Do you ever get the feeling that you're lying crosswise to the world? I think that's a Pratchett quote, but it's an apt way to describe the wrenching disconnect of etching samples in lab while the rest of the country watches the Super Bowl, or parties on a Saturday night, or celebrates Christmas while you're on a plane somewhere over Nebraska. I admit that these have individually been voluntary decisions on my part - I went to lab today so I could go skiing tomorrow when the resorts open up after getting a few feet of snow over the weekend - but nonetheless the disconnect is real, and not voluntary.
The other day S was telling me about his latest project, and how he'd been rooting around online and had gotten a bunch of books from the library to do a bit of research. I sort of abruptly realized that I couldn't imagine having time for things like that anymore; I've been living in a world where I do laundry on Friday nights because I can't come up with a better time, I buy lunch every day because cooking seems to mostly happen to other people, as does grocery shopping for that matter, and it's a luxury to leave the lab at 7 to go to the gym.

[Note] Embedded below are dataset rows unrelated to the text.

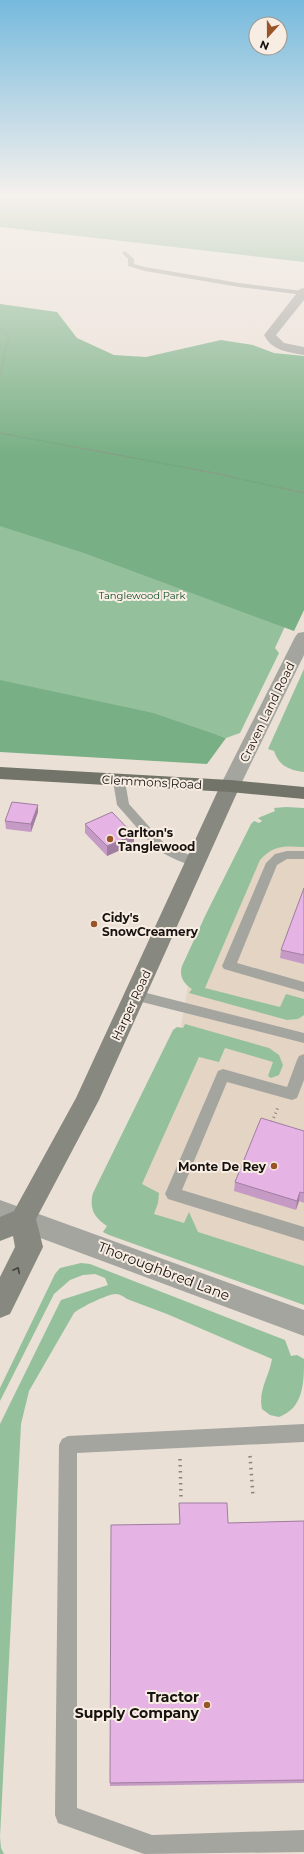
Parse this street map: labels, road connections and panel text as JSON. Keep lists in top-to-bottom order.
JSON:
{
  "streets": {
    "main road": ["Clemmons Road", "Harper Road"],
    "street": ["Craven Land Road", "Thoroughbred Lane"]
  },
  "crossings": [
    ["Craven Land Road", "Clemmons Road"],
    ["Craven Land Road", "Harper Road"],
    ["Clemmons Road", "Harper Road"],
    ["Harper Road", "Thoroughbred Lane"]
  ],
  "parks": ["Tanglewood Park"],
  "places": [
    "Carlton's Tanglewood",
    "Cidy's SnowCreamery",
    "Monte De Rey",
    "Tractor Supply Company"
  ],
  "north": "bottom"
}
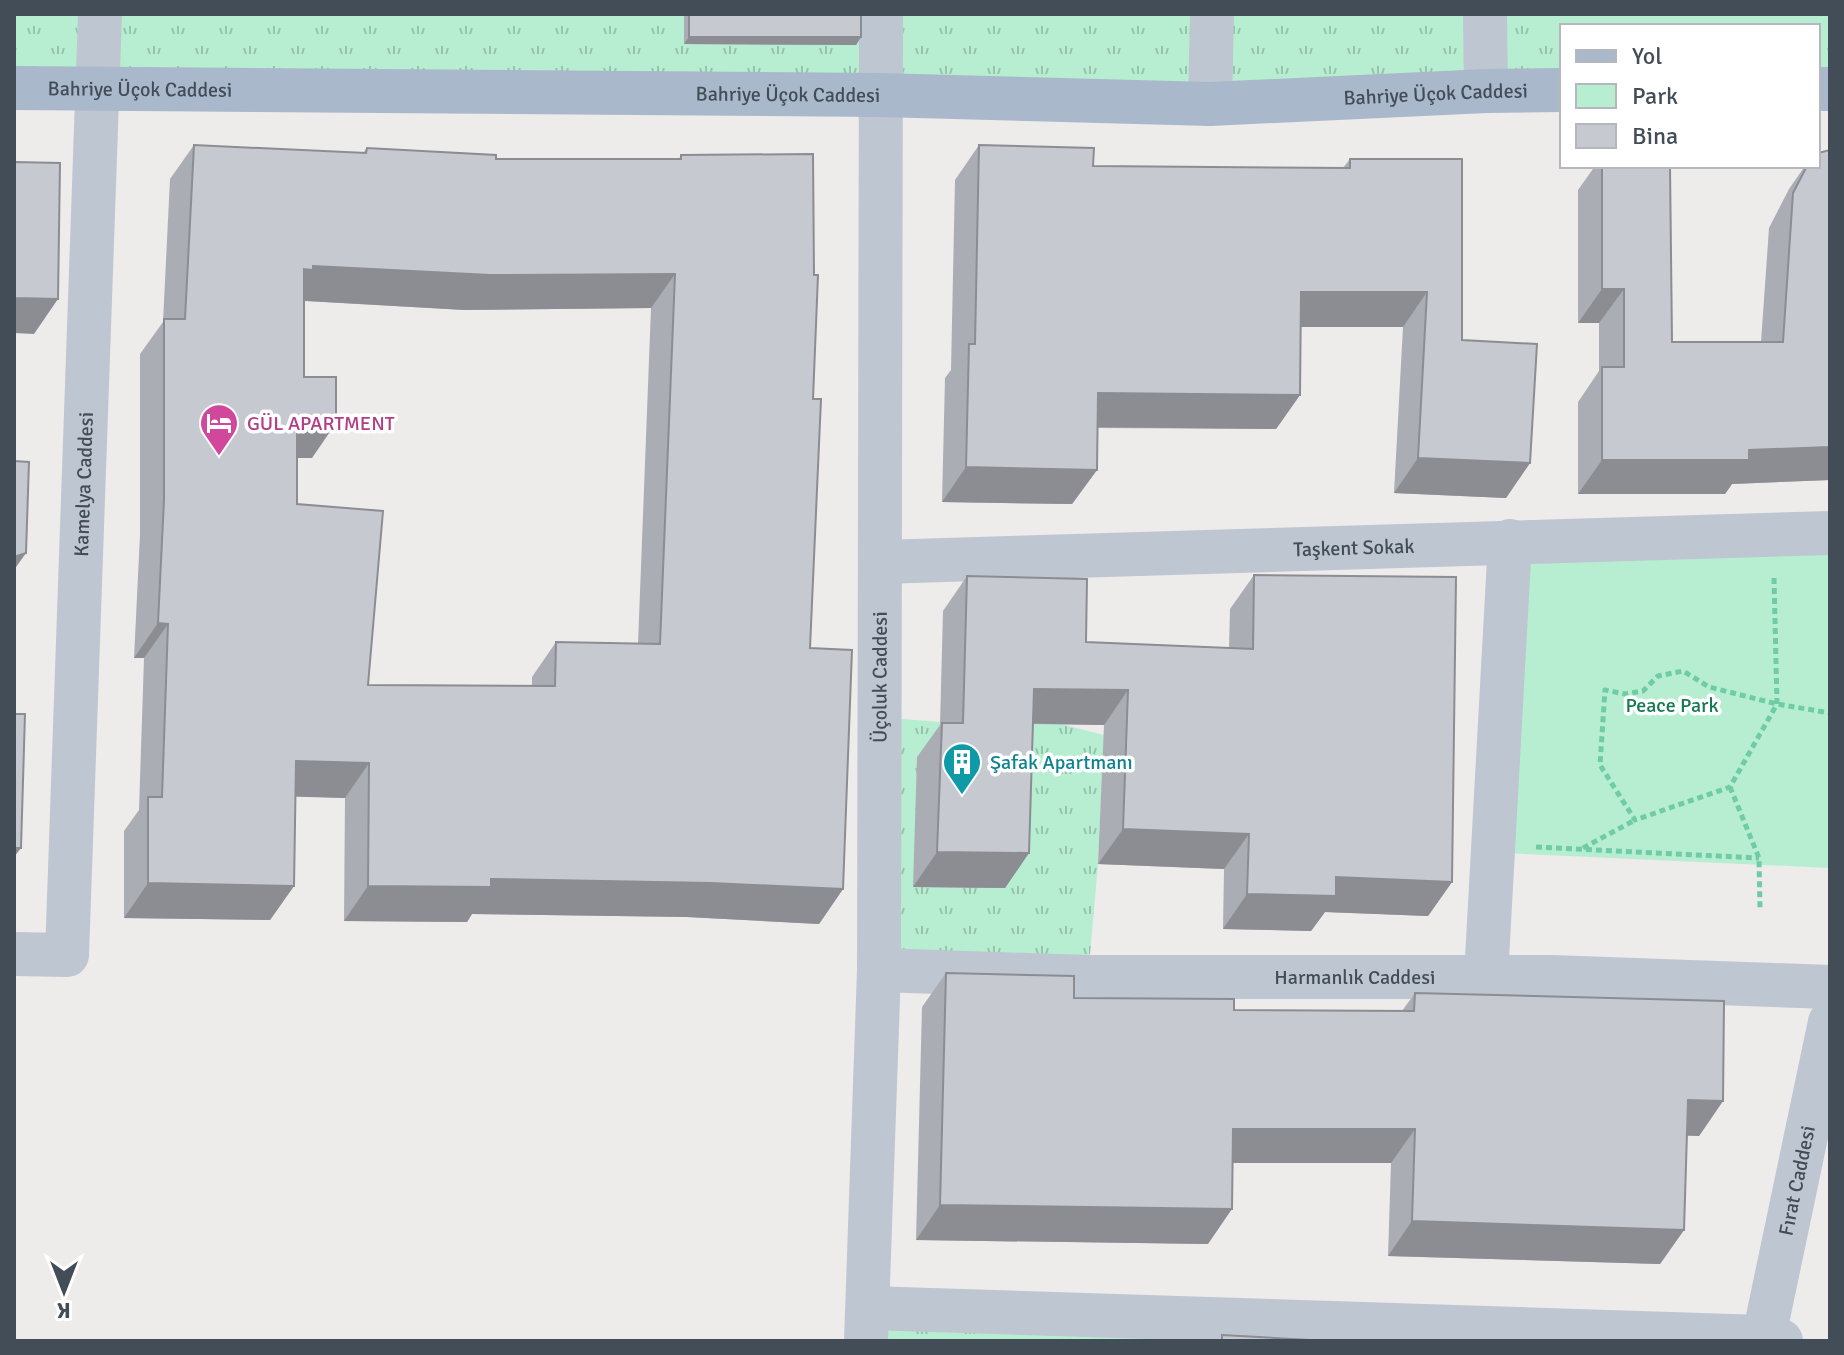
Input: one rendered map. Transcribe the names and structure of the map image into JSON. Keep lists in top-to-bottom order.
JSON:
{
  "streets": {
    "main road": ["Bahriye Üçok Caddesi"],
    "street": [
      "Kamelya Caddesi",
      "Taşkent Sokak",
      "Üçoluk Caddesi",
      "Harmanlık Caddesi",
      "Fırat Caddesi"
    ]
  },
  "crossings": [
    ["Bahriye Üçok Caddesi", "Kamelya Caddesi"],
    ["Bahriye Üçok Caddesi", "Üçoluk Caddesi"],
    ["Taşkent Sokak", "Üçoluk Caddesi"],
    ["Üçoluk Caddesi", "Harmanlık Caddesi"]
  ],
  "parks": ["Peace Park"],
  "places": {
    "hotel": ["GÜL APARTMENT"],
    "building": ["Şafak Apartmanı"]
  },
  "legend": ["Yol", "Park", "Bina"],
  "north": "bottom"
}
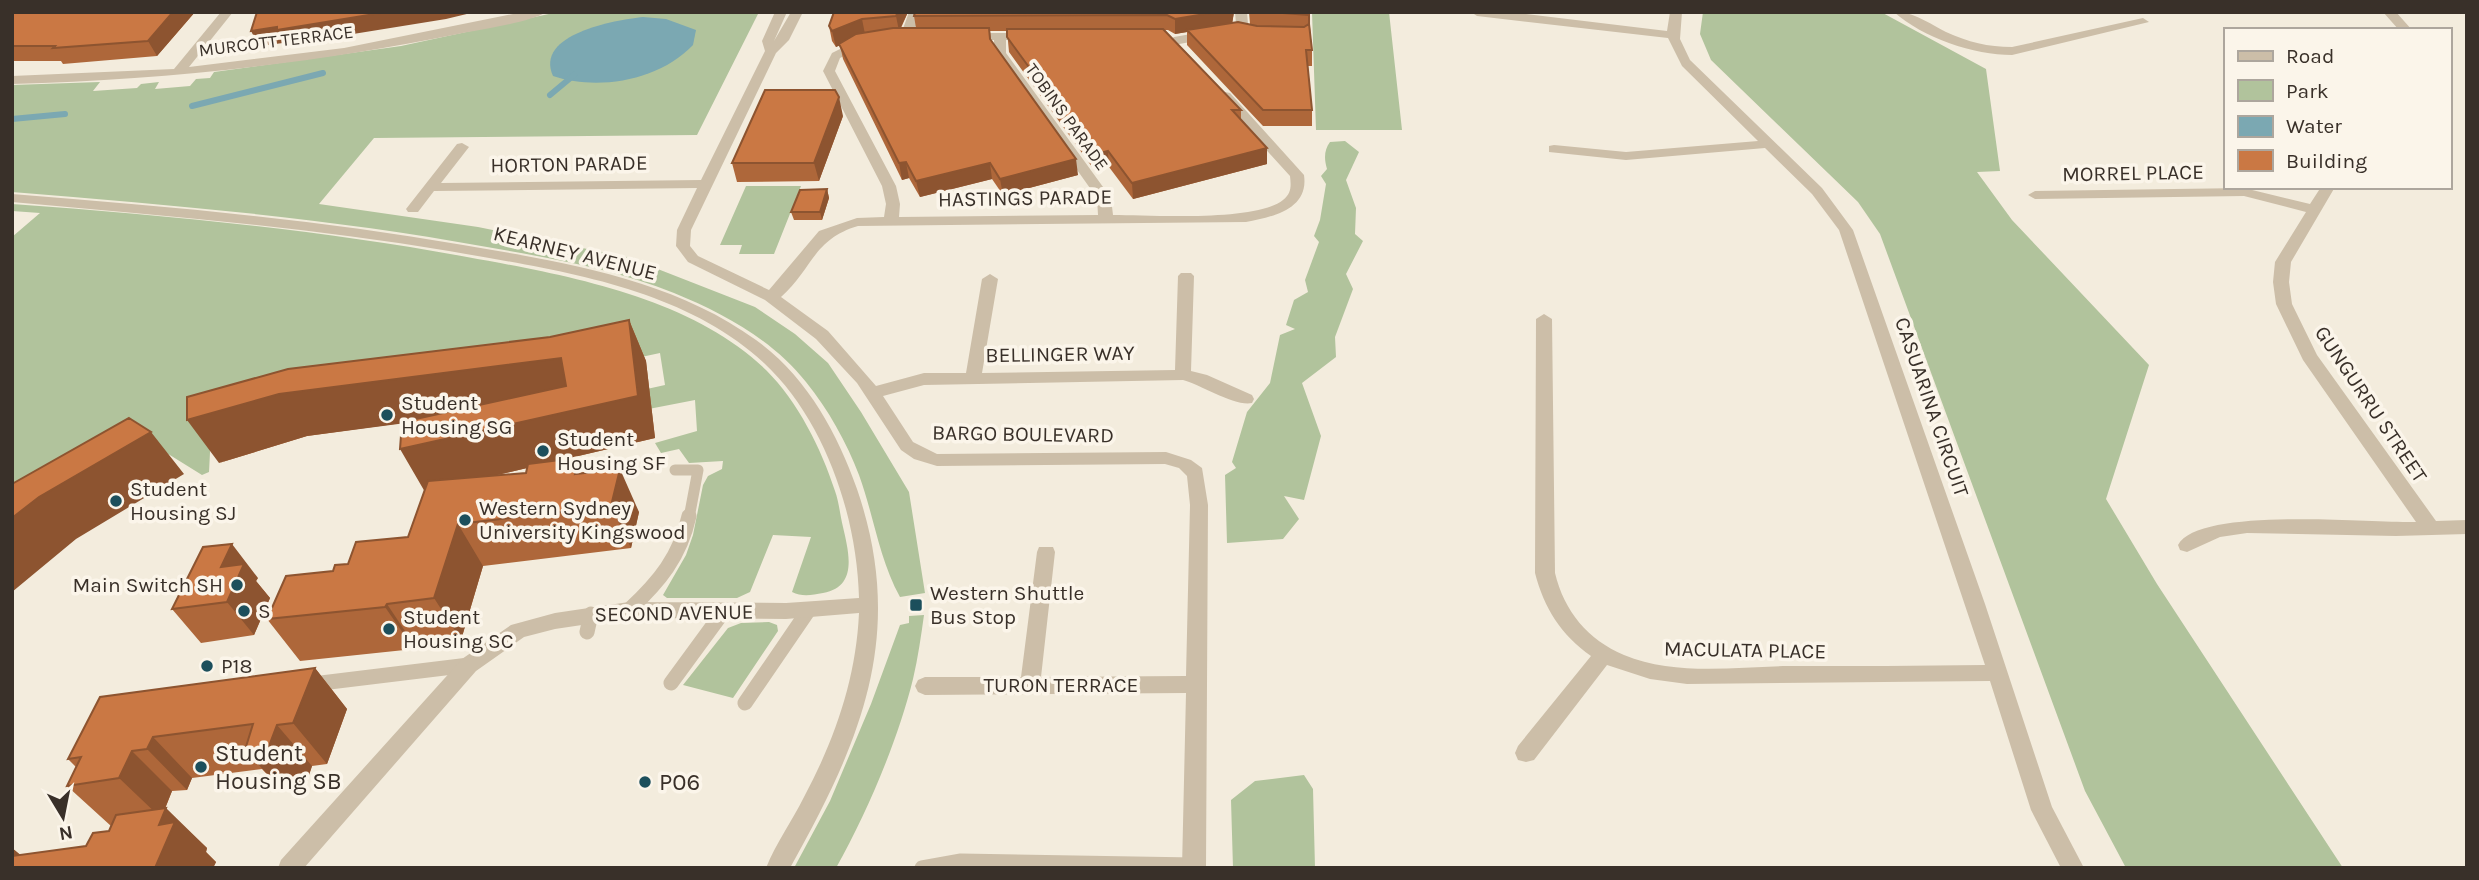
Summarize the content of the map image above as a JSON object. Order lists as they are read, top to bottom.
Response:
{
  "streets": {
    "street": [
      "MURCOTT TERRACE",
      "TOBINS PARADE",
      "HORTON PARADE",
      "MORREL PLACE",
      "HASTINGS PARADE",
      "KEARNEY AVENUE",
      "BELLINGER WAY",
      "GUNGURRU STREET",
      "CASUARINA CIRCUIT",
      "BARGO BOULEVARD",
      "SECOND AVENUE",
      "MACULATA PLACE",
      "TURON TERRACE"
    ]
  },
  "crossings": [
    ["TOBINS PARADE", "HASTINGS PARADE"],
    ["HORTON PARADE", "BARGO BOULEVARD"],
    ["MORREL PLACE", "GUNGURRU STREET"],
    ["HASTINGS PARADE", "BARGO BOULEVARD"],
    ["KEARNEY AVENUE", "SECOND AVENUE"],
    ["BELLINGER WAY", "BARGO BOULEVARD"],
    ["CASUARINA CIRCUIT", "MACULATA PLACE"],
    ["BARGO BOULEVARD", "TURON TERRACE"]
  ],
  "places": {
    "other": [
      "Student Housing SG",
      "Student Housing SF",
      "Student Housing SJ",
      "Western Sydney University Kingswood",
      "Main Switch SH",
      "S",
      "Student Housing SC",
      "P18",
      "Student Housing SB",
      "P06"
    ],
    "transit": ["Western Shuttle Bus Stop"]
  },
  "legend": [
    "Road",
    "Park",
    "Water",
    "Building"
  ],
  "north": "bottom"
}
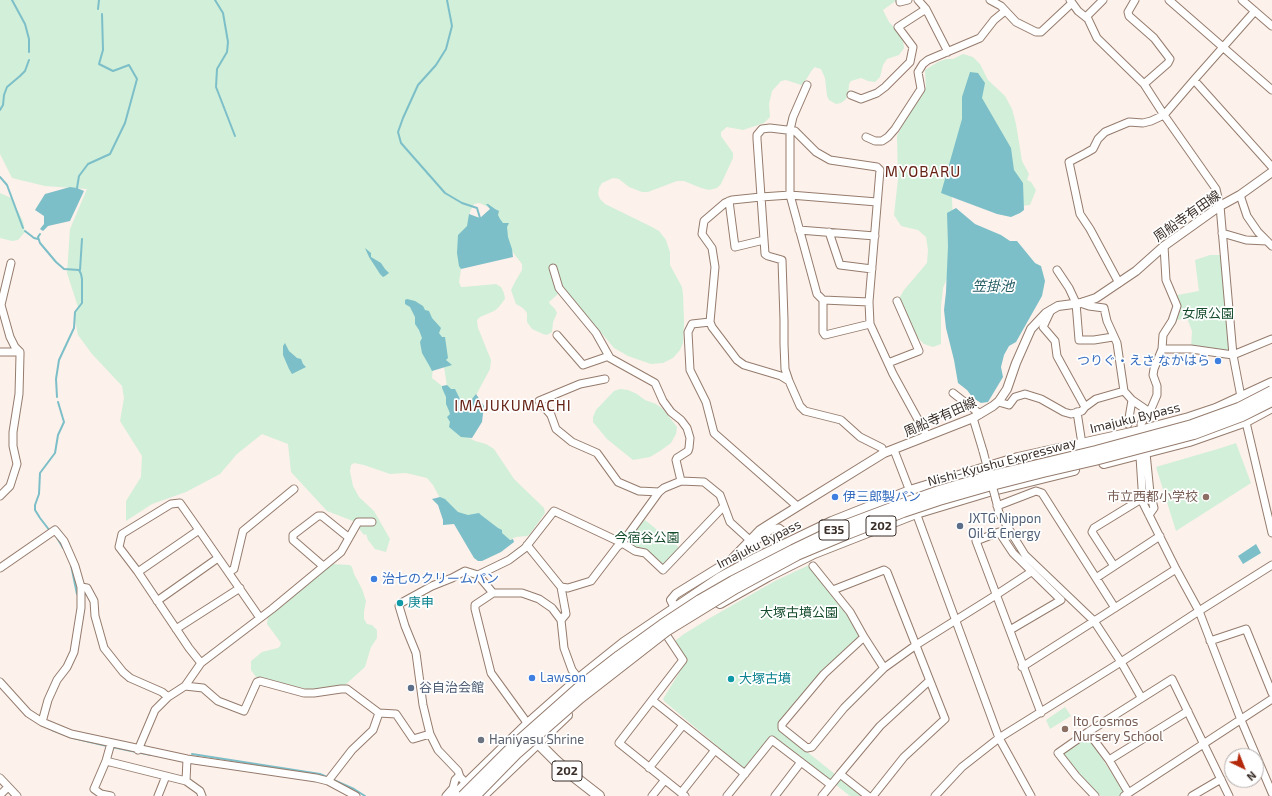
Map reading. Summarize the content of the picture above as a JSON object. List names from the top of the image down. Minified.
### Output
{"streets":{"highway":["Imajuku Bypass","Nishi-Kyushu Expressway","202","E35"],"main road":["周船寺有田線"]},"crossings":[["周船寺有田線","Imajuku Bypass"],["Imajuku Bypass","202"]],"districts":["MYOBARU","IMAJUKUMACHI"],"water":["笠掛池"],"parks":["女原公園","今宿谷公園","大塚古墳公園"],"places":["つりぐ・えさ なかはら","伊三郎製パン","市立西都小学校","JXTG Nippon Oil & Energy","治七のクリームパン","庚申","Lawson","大塚古墳","谷自治会館","Ito Cosmos Nursery School","Haniyasu Shrine"],"north":"bottom right"}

Of course, I know that it's just grad school, that it will end soon enough, and all the rest. But the end is almost worse: the jarring transition from twelve-hour days to unemployment, as I don't have time to look for a job right now. I'm starting to feel that the Berkeley world is pushing me out: my access privileges at a lab I never use were "terminated" last week, and the guards at oft-frequented LBL confiscated my "suspended" badge yesterday. I'm not a student anymore, I'm a netherworld resident on filing fee, no longer eligible for the bus pass I never used, nor the gym membership I did. And I'm four thesis chapters and numerous experiments away from a real ending, which is looking more and more like an abyss. It definitely makes me wonder what I'm working for.
I think there is a sense of profound dislocation that happens either immediately after one graduates or immediately before. There comes a time when the strictures of academia no longer bind you, and you realize that the only thing keeping you going are your own desires and internal motivations. At that point, one does begin to question everything.
This happened to me when I graduated from undergrad unexpectedly a semester early. Classes were still going on -- including some in which I had been a participant -- but I was alone and strangely no longer bound by any of it. It was truly an odd feeling, a kind of transition and "adulthood" I'd never experienced before. After a short time, I realized that I still did have my own little community of intelligent people, and that I still did have desires and motivations. (One of those people was the Nepalese head waiter at a campus hangout restaurant, with whom I had many pleasant conversations about farming using oxen.)